### Brief
What is needed is the number of lines below that contain the word "position", with no other output.

### Data for analysis

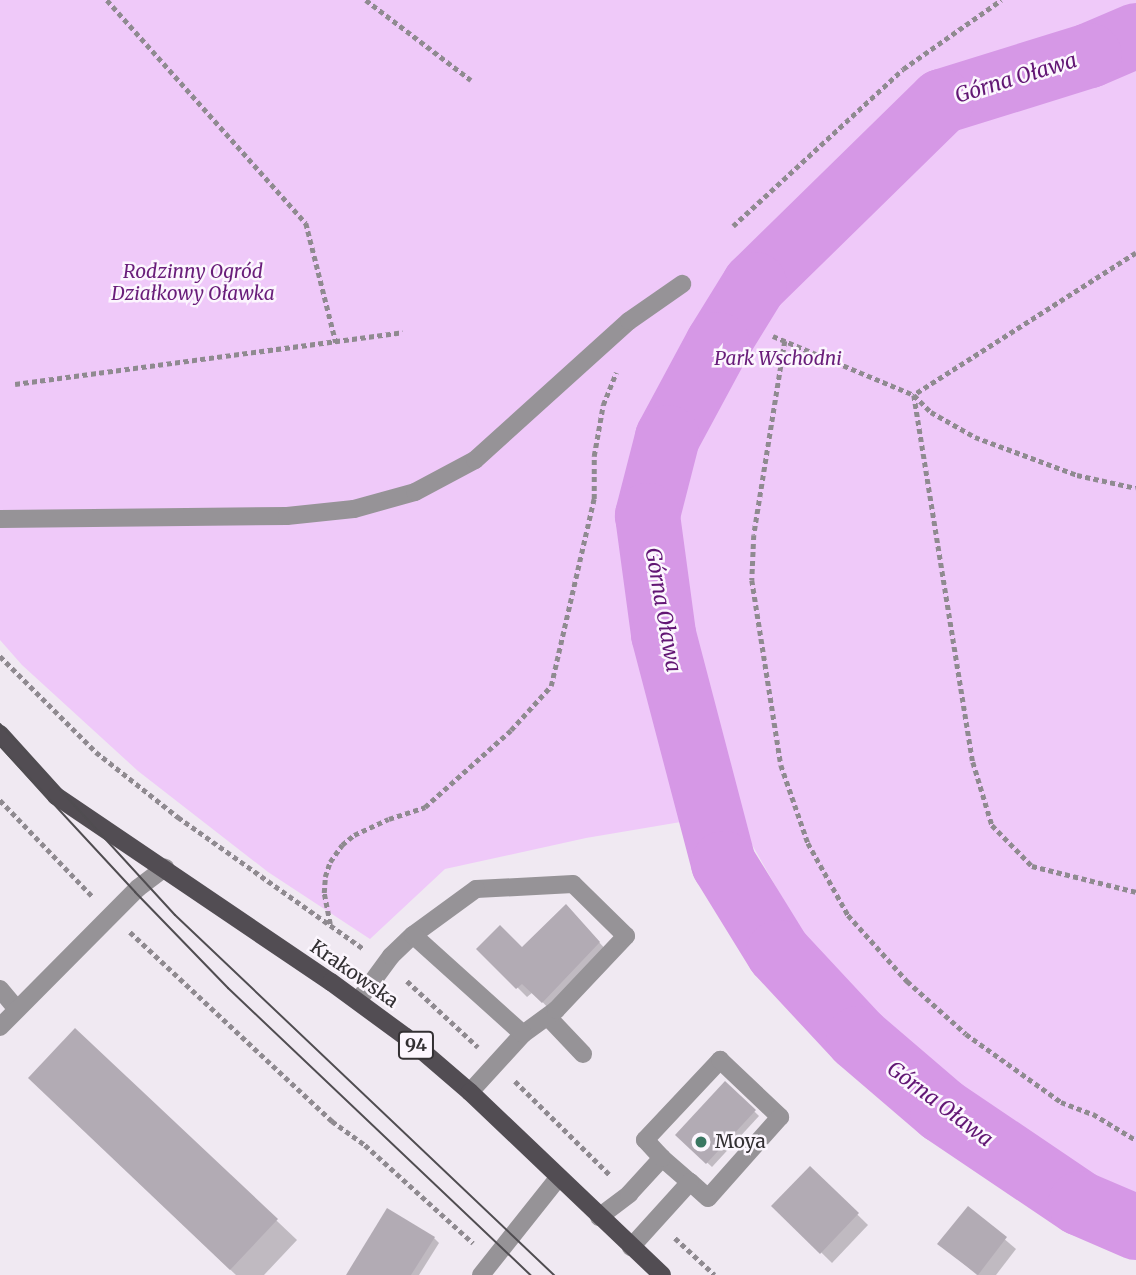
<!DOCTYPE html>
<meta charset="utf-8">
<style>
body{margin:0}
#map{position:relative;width:1136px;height:1275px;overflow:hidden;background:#f0e9f2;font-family:Merriweather,serif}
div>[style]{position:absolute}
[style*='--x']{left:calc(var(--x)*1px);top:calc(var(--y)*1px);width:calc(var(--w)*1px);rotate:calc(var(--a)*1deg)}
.green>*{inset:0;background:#efc9f9}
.shadow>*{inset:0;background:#0003}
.river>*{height:65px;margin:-32.5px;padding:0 32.5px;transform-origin:32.5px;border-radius:32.5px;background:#d698e6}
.building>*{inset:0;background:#b2abb4}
.path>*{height:4.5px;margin-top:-2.25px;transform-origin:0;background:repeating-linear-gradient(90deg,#8f8a90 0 5px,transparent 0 8.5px)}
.minor>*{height:18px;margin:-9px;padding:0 9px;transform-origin:9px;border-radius:9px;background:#969397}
.major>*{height:18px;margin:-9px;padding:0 9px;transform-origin:9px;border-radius:9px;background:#524d53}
.tram>*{height:2px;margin:-1px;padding:0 1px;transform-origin:1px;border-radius:1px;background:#504d51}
.dots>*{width:19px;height:19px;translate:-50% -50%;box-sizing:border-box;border:4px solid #fcf6fe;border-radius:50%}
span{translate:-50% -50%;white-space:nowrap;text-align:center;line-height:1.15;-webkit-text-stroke:5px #fcf6fe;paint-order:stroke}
.shield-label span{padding:2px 5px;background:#fcf6fe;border:2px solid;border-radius:5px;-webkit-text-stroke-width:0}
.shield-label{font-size:18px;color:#333033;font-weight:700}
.park-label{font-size:19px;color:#691d7a;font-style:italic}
.street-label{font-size:19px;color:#333033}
.poi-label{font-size:19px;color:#333033}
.left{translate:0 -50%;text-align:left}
.water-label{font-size:21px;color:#621674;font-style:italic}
</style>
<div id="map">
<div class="green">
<i style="clip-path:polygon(0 0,1136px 0,1136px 1193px,1054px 1156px,916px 1056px,832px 985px,734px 813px,586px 838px,445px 869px,370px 939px,268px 872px,138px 771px,22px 665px,0 640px)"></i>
</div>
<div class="shadow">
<i style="clip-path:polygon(575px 916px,609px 953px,552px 1012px,533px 992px,527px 997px,479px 949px,522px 949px)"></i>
<i style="clip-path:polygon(75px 1030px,297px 1240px,264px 1275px,236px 1275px,50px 1098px)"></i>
<i style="clip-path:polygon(725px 1083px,759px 1116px,712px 1167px,677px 1135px)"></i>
<i style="clip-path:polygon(810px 1168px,868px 1225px,832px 1263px,774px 1206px)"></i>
<i style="clip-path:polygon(968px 1208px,1016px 1249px,996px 1275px,977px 1275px,940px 1244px)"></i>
<i style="clip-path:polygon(434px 1238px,439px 1243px,419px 1275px,348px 1275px)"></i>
</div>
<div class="river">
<i style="--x:1136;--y:35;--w:51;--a:156.9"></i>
<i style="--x:1089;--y:55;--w:155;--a:162.7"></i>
<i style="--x:941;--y:101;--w:262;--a:135.6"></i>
<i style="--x:754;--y:284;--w:70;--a:121.7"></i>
<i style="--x:717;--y:344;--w:106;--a:118.3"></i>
<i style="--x:667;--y:437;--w:81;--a:104.4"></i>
<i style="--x:647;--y:515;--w:120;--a:82.3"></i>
<i style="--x:663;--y:634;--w:237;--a:75.3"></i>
<i style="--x:723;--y:863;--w:105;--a:58.3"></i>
<i style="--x:778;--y:952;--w:117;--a:47.1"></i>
<i style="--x:858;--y:1038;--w:111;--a:40.6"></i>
<i style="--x:942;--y:1110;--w:166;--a:34"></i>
<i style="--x:1080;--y:1203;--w:61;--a:23.2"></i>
</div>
<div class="building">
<i style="clip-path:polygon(566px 904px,600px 942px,542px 1003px,522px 984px,516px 989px,476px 949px,500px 925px,522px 947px)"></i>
<i style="clip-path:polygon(75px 1028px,278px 1219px,230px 1270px,28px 1078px)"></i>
<i style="clip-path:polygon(725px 1081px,756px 1110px,706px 1164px,675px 1135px)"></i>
<i style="clip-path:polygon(810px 1166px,859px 1213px,820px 1254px,771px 1206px)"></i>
<i style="clip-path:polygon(968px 1206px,1007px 1237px,978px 1275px,937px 1244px)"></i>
<i style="clip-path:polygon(387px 1208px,435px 1237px,411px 1275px,346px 1275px)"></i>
</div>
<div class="path">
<i style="--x:107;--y:0;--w:299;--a:48.3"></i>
<i style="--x:306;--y:223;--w:123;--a:75.9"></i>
<i style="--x:366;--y:0;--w:132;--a:37.3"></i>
<i style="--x:733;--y:226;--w:231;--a:-42.7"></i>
<i style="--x:903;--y:69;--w:120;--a:-35.1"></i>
<i style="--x:1136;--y:253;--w:264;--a:147.4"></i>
<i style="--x:914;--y:395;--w:372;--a:80.9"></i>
<i style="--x:973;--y:762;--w:66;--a:73.2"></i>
<i style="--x:992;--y:825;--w:57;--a:45.7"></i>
<i style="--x:1032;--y:866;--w:107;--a:14"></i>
<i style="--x:773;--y:336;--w:153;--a:22.7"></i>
<i style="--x:914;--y:395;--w:24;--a:45"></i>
<i style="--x:931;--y:412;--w:51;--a:29.6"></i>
<i style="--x:975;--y:437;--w:109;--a:20.4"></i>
<i style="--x:1077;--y:475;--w:60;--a:12.4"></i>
<i style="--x:785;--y:341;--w:196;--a:99.1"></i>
<i style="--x:754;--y:535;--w:45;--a:92.5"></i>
<i style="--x:752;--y:580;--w:187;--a:81.1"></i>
<i style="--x:781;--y:765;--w:83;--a:70.9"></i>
<i style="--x:808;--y:843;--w:82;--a:60.9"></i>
<i style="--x:848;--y:915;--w:89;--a:48.2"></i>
<i style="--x:907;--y:981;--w:79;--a:41.9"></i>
<i style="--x:966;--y:1034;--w:117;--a:35.6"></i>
<i style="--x:1061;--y:1102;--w:34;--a:21"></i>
<i style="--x:1093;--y:1114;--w:50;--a:31.2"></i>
<i style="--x:15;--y:384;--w:391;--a:-7.6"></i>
<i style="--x:0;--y:656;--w:136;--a:45"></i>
<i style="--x:96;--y:752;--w:105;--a:38.4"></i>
<i style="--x:178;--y:817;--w:228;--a:35.4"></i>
<i style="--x:0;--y:800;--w:134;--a:46.2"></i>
<i style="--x:330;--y:924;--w:32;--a:-101"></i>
<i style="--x:324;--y:893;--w:16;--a:-86"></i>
<i style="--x:325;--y:877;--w:16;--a:-72"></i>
<i style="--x:330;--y:862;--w:21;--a:-55"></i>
<i style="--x:342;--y:845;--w:16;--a:-40"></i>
<i style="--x:354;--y:835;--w:38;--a:-25"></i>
<i style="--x:389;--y:819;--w:38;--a:-18"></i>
<i style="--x:425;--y:807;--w:115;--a:-41.8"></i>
<i style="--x:511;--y:730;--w:59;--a:-47.7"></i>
<i style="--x:551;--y:686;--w:192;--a:-77.1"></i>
<i style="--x:594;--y:499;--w:43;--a:-90"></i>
<i style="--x:594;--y:456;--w:52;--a:-80"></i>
<i style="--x:603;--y:405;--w:35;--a:-68"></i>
<i style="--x:130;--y:932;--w:277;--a:43.1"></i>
<i style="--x:332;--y:1121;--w:41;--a:36"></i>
<i style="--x:365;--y:1145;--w:146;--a:42.2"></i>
<i style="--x:407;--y:981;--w:97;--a:42.9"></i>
<i style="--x:515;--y:1081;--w:135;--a:44.7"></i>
<i style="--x:675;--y:1238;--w:54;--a:42.8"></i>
</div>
<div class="minor">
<i style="--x:0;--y:519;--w:287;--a:-0.6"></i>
<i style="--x:287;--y:516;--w:67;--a:-6"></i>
<i style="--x:354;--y:509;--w:63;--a:-15.6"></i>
<i style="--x:415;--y:492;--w:68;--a:-28.1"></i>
<i style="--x:475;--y:460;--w:207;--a:-42.1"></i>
<i style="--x:629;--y:321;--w:65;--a:-34.9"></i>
<i style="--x:0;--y:989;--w:26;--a:50"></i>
<i style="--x:358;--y:1001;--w:56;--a:-53.7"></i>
<i style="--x:391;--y:956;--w:30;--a:-44"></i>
<i style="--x:548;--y:1017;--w:51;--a:46.6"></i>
<i style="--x:0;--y:1027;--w:196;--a:-45.2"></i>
<i style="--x:138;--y:888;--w:34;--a:-37"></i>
<i style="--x:470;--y:1092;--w:79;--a:-47.6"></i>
<i style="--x:523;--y:1034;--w:41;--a:-36"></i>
<i style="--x:556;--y:1010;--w:102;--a:-46.6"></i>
<i style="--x:626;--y:936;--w:74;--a:-135.5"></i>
<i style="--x:573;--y:884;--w:97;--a:177"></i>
<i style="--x:476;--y:889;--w:78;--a:143.9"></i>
<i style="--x:413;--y:935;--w:148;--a:42"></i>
<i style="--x:662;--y:1158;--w:37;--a:41"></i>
<i style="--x:599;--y:1217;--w:38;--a:-37"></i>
<i style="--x:629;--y:1194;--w:49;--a:-47.5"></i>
<i style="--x:662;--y:1158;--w:25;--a:-133"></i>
<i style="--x:645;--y:1140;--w:110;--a:-46.8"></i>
<i style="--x:720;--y:1060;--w:83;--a:43.5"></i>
<i style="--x:780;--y:1117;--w:108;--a:131.6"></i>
<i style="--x:708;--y:1198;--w:24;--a:-138"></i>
<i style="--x:690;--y:1182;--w:88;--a:132.2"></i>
<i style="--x:481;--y:1275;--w:125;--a:-51.5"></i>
</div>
<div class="major">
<i style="--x:0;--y:734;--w:84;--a:47.9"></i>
<i style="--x:56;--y:796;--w:332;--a:34.1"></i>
<i style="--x:331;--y:982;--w:93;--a:36.3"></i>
<i style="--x:406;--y:1037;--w:84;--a:40.7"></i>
<i style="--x:470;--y:1092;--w:265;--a:43.6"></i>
</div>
<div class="tram">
<i style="--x:0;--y:724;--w:259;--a:47.5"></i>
<i style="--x:175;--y:915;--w:523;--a:43.53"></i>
<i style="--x:0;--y:746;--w:199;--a:47.2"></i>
<i style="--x:135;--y:892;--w:134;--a:45.9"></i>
<i style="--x:228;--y:988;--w:417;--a:43.5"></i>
</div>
<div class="dots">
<i style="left:701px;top:1142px;background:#3a7762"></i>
</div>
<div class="shield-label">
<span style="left:416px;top:1045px">94</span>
</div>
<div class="park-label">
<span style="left:193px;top:283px">Rodzinny Ogród<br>Działkowy Oławka</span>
<span style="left:778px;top:359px">Park Wschodni</span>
</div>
<div class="street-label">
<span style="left:354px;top:974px;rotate:35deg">Krakowska</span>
</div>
<div class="poi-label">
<span class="left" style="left:715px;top:1142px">Moya</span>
</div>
<div class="water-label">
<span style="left:1016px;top:78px;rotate:-17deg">Górna Oława</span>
<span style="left:663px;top:610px;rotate:80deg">Górna Oława</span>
<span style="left:940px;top:1104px;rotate:37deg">Górna Oława</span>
</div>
</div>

### Solution to the exercise
2